Simpson looked up at his kind-hearted mother, wondering if, one day, she'd be proved wrong—but, now, tonight, then, forever, he was happy enough to trust her ... otherwise he would have died of fright without first having the grounds to grow old enough, old enough to understand. Meanwhile, or much earlier, or never at all, in a London office, a cleaning-lady said: "I had a good go at the thing last Monday." And whatever the 'thing' happened to be, she was just leaving as I arrived for work at the office. I acknowledged her—in my usual flick-tail fashion—and busied myself with the day's dockets. They had piled up since the evening before. No rest for the wicked, I thought—an expression I never fully understood, one which ancient housewives used on washdays. I always remember my father, too, as he painstakingly painted ‘best-by’ dates on our own pet hens’ eggs. Whilst, soon, my colleagues would be arriving brimful with horrific stories of British Rail, London Transport and the M25 ring road. I always tried to arrive before the office was strictly open. That obliged the likes of Beryl and Jeremy and Claudette (and Simpson, of course) to say a good morning to me first, since I had already become master of my own castle when the others had not even lowered their own draw-bridges to get in. It took the embarrassing edge off the day.

That silly biddy of an office cleaner (or batting-lady as they used to be called in my younger days), what on earth had she meant by a "good go at the thing" last Monday? She was all mouth and padding. I surveyed my desk. The blotter was spotless and the squat jars of creamy correcting-fluid lined up like soldiers on parade. I lifted the telephone handset—yes, it faintly smelled of that hygienic spray which the batting-lady applied to it during her regular Monday morning shiftwork. The dockets themselves were paper-clipped and neatly splayed in a semicircle as if a conjuror had made one sweep of a deck of trick cards. What she must have meant, then, was that she had bottomed-out the drinks vending-machine.
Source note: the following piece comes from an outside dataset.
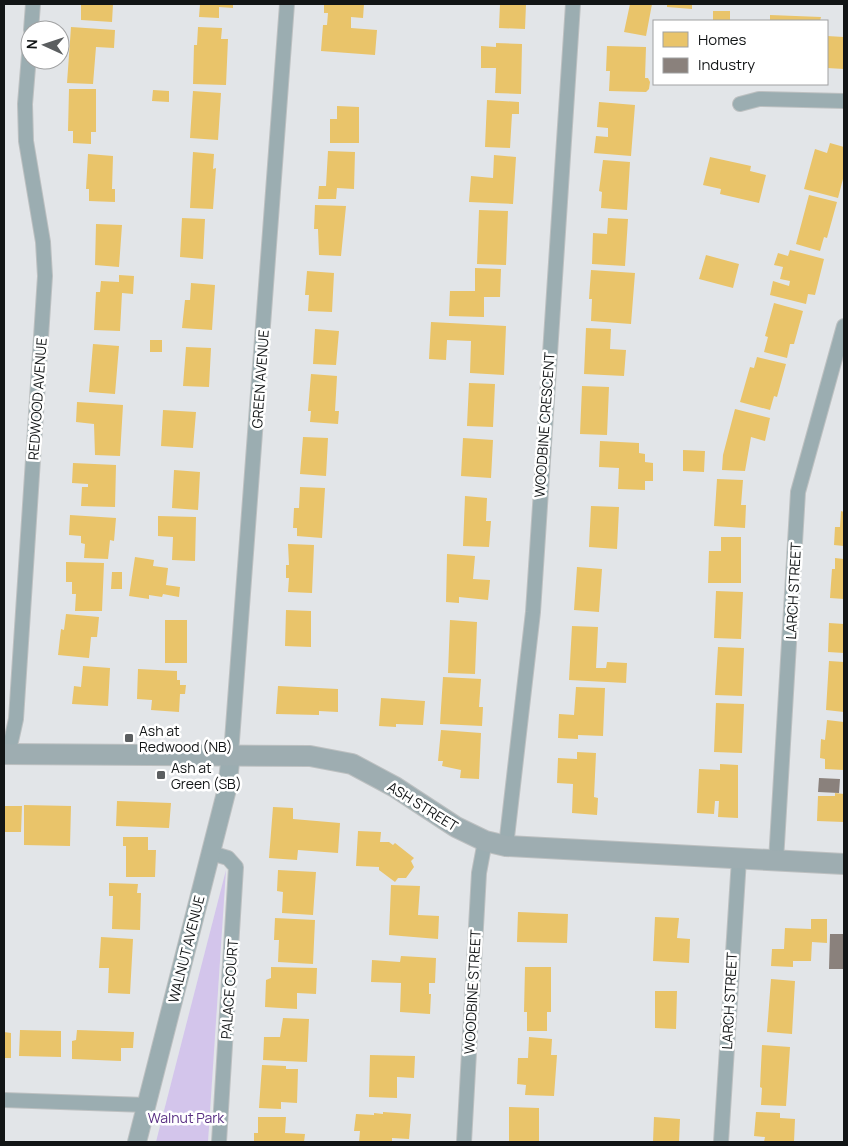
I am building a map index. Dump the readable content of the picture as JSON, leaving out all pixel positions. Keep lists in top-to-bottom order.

It had stunk to high heaven the day before yesterday. Nobody had dared use it. Except Simpson, of course: the office idiot. Simpson would say anything for a laugh: like there were "black thingies doing the breast-stroke" in the lemon tea. Then, jump-start Jeremy had perked up at the expression breast-stroke and obtained a drink for himself, which he gulped with one inverted hiccup. "Life itself is a risk," wide-boy Jeremy had said to silly-arse Simpson. "You could get killed crossing the road soon as miss a blink."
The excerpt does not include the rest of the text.